The changes, the most sweeping since 2003, led to pushback from some commissioners, who said they weaken standards and reduce transparency.
"We cannot support introducing greater opportunity for error and uncertainty into auditor independence standards while decreasing visibility into how auditors are actually making these judgments," commissioners Allison Herren Lee and Caroline Crenshaw said in a statement.
SEC Chairman Jay Clayton defended the changes, which apply to Rule 2-01 of Regulation S-X, as a modest effort to get regulators focusing on what counts — relationships and services that impact auditors' objectivity and impartiality. Right now, regulators devote time and resources to studying auditor-client relationships even if there's little chance they'll impact auditors' objectivity and impartiality.

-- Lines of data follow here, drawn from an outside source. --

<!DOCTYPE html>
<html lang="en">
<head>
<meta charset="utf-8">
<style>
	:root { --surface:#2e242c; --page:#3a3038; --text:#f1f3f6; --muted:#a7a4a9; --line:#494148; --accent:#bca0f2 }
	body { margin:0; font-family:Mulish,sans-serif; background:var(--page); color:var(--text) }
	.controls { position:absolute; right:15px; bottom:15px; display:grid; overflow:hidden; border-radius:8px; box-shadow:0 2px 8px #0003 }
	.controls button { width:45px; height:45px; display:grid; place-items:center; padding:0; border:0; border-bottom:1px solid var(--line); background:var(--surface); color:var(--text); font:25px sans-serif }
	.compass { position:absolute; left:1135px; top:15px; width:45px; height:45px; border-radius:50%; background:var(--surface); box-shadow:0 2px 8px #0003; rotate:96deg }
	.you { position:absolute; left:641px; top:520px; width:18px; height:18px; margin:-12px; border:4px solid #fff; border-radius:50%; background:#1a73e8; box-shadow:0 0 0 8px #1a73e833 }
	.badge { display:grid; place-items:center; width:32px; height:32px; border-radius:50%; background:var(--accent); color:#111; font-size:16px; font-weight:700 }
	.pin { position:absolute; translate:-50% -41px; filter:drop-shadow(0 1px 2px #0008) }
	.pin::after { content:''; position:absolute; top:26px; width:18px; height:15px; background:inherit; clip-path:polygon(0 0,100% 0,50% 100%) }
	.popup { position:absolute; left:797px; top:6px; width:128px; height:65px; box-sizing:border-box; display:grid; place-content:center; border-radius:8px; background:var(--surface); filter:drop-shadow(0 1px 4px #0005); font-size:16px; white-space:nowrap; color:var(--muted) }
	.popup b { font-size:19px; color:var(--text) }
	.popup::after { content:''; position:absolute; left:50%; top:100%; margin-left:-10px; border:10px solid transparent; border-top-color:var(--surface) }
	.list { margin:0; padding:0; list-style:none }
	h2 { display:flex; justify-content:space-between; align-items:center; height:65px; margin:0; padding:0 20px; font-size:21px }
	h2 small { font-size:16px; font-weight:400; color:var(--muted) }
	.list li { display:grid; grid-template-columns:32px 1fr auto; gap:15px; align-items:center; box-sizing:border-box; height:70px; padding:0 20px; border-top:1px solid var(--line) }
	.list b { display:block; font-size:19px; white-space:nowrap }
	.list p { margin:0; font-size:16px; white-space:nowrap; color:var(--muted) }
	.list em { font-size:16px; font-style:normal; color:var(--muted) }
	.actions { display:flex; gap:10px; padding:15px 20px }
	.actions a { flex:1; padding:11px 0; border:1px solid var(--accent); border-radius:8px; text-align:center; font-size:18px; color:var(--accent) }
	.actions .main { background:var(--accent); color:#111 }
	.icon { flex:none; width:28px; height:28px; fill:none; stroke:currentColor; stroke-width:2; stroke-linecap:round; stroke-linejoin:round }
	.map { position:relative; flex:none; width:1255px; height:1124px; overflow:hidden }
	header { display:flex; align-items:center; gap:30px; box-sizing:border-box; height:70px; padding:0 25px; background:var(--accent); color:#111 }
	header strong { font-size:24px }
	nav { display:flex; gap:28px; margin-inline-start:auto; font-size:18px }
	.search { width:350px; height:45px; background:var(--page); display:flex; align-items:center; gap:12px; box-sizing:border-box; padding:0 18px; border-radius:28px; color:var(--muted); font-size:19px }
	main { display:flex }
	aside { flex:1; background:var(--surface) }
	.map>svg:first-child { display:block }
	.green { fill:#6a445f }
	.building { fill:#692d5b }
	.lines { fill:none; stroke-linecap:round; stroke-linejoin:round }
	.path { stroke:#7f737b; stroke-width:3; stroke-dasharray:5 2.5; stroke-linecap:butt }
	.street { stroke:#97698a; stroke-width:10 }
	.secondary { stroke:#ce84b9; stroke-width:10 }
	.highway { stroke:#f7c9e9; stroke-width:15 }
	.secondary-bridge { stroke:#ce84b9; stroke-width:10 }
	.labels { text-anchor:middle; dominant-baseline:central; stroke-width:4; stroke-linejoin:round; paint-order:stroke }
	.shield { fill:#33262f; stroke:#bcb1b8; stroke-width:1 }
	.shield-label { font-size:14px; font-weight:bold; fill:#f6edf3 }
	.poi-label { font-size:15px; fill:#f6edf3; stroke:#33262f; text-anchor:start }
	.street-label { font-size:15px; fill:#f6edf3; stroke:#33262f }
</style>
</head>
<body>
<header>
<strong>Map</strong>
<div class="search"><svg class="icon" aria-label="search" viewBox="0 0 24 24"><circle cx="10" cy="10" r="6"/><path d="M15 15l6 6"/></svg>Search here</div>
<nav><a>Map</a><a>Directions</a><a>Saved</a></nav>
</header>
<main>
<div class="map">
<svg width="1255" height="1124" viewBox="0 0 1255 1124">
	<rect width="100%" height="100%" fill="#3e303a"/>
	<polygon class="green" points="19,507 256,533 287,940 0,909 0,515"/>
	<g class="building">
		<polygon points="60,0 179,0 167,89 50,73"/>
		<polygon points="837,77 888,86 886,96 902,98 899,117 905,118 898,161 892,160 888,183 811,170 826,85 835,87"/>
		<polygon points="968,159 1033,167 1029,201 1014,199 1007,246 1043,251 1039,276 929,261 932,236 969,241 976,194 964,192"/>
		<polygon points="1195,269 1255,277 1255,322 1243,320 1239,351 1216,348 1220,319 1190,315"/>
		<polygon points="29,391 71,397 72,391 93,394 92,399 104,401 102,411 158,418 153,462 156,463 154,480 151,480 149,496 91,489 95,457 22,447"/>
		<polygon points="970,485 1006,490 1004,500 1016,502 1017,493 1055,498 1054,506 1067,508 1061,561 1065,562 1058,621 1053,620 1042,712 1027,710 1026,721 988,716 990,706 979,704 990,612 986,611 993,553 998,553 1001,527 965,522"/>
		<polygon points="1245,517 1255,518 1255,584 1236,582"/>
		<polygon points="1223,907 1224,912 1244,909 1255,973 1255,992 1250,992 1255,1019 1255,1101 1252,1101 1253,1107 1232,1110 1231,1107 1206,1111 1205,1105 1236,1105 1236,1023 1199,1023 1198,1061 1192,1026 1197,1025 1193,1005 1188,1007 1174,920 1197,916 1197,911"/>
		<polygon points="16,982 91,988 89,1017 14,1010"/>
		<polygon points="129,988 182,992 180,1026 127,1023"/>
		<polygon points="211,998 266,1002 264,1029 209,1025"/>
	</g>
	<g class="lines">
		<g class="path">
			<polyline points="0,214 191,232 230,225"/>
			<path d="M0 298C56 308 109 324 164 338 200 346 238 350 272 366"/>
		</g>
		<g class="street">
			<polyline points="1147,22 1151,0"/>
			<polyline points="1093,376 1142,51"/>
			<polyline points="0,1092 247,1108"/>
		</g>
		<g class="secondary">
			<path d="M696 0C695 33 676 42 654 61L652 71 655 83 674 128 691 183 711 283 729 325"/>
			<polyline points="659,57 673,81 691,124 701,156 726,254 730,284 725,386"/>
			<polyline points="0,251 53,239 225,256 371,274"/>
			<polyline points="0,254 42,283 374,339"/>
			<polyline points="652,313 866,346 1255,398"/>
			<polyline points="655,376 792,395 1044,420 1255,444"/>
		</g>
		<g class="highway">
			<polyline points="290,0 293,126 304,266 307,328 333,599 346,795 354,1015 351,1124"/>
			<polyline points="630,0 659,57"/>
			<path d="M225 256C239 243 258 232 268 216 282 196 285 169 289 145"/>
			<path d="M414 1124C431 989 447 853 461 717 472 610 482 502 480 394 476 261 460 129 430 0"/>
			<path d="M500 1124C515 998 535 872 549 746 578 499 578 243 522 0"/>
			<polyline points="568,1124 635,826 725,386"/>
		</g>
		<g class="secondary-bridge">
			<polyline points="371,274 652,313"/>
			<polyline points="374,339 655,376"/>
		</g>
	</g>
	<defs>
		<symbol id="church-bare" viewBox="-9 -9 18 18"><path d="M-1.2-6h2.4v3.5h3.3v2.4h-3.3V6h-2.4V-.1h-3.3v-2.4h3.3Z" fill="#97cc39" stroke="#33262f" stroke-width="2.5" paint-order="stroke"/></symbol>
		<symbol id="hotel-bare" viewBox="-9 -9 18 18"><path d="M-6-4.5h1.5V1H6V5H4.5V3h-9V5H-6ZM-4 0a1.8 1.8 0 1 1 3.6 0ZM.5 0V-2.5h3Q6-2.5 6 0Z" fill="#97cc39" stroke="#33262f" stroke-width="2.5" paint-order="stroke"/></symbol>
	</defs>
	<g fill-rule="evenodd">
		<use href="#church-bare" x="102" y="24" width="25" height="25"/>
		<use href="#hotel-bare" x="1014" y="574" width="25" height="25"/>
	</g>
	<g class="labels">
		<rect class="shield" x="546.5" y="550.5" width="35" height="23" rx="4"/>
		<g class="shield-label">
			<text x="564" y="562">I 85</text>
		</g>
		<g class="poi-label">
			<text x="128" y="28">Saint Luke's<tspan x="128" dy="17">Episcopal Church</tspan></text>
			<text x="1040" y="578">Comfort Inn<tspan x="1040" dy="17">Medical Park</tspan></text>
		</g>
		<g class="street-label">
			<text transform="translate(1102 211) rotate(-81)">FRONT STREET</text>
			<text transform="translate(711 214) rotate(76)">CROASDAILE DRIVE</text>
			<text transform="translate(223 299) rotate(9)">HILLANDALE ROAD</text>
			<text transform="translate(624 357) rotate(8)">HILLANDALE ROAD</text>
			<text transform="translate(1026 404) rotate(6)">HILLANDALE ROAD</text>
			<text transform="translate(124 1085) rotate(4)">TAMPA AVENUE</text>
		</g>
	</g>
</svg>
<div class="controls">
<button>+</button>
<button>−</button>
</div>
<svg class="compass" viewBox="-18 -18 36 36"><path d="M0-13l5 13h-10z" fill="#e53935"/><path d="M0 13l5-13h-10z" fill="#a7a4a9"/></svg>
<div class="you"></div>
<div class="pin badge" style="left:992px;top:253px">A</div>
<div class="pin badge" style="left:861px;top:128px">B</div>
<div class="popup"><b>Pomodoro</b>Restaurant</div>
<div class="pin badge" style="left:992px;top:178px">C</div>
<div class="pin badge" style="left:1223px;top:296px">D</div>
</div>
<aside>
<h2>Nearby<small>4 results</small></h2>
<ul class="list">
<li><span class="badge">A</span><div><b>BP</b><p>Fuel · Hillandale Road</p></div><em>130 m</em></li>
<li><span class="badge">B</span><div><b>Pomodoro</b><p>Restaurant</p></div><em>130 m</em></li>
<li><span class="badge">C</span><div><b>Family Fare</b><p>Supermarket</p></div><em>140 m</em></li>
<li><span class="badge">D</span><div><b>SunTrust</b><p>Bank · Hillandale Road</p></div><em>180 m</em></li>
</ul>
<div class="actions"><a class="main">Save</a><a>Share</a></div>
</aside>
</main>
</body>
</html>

"Far-reaching and restrictive rules can have unintended, negative consequences," Clayton said in a statement. "The reach of our rules, particularly in the cases of a broad, diversified investment portfolio ... is operating to limit auditor choice which, in turn, may adversely affect the important arm's-length nature of the issuer-auditor relationship."
In one of the key changes, less-restrictive definitions will be applied to "affiliate of the audit client," in Rule 2-01(f)(4), and "investment company complex," in Rule 2-01(f)(14).
Once the new definitions take effect, a company that today would have to change its audit firm because of the firm's relationship with an affiliate of the company, won't have to.
Clayton said this can actually improve audit quality because forcing a company to change audit firms could result in poorer quality to the extent a company has fewer qualified audit firms to choose from.
"In some situations, the existing audit firm cannot be replaced as a practical matter because all other qualified audit firms have themselves provided services or established other relationships with portfolio companies of [the company's key investor]," Clayton said.
In an example the SEC provided, a company whose ownership includes a big stake by an investment fund that has many other companies in its portfolio would not have to change audit firms just because the firm is also providing services to other companies in the portfolio.
"The SEC staff conducted a number of consultations in which this fact pattern, or one similar to it, was raised," the SEC analysis said. "The SEC staff, under such circumstances, did not object to the auditor's and the audit committee's conclusion that the auditor's objectivity and impartiality would not be impaired."
Other changes will reduce regulatory burden on companies.
- Look-back period. A new definition for "audit and professional engagement period" under Rule 2-01(f)(5)(iii) will shorten the look-back period. Companies preparing to issue an initial public offering (IPO) will only have to look back one year rather than three to determine if they've met auditor independence requirements.
- Beneficial owners. The business relationships reference to "substantial stockholders" in Rule 2-01(c)(3) will be replaced with "beneficial owners with significant influence," a more targeted definition.
- Mergers and acquisitions. A transition provision in Rule 2-01(e) will be replaced with a framework that addresses independence violations that arise inadvertently as a result of a merger or acquisition.
- Categorical exclusions. Certain student loans and de minimis consumer loans will be added to the categorical exclusions in Rule 2-01(c)(1)(ii)(A)(1) and (E) to independence-impairing lending relationships. In an example the SEC provided, an audit firm partner who is still paying off a student loan won't automatically trigger an independence violation if another partner in the firm is auditing the student-loan lender.
The rule changes take effect six months after they're published, which is expected to happen shortly.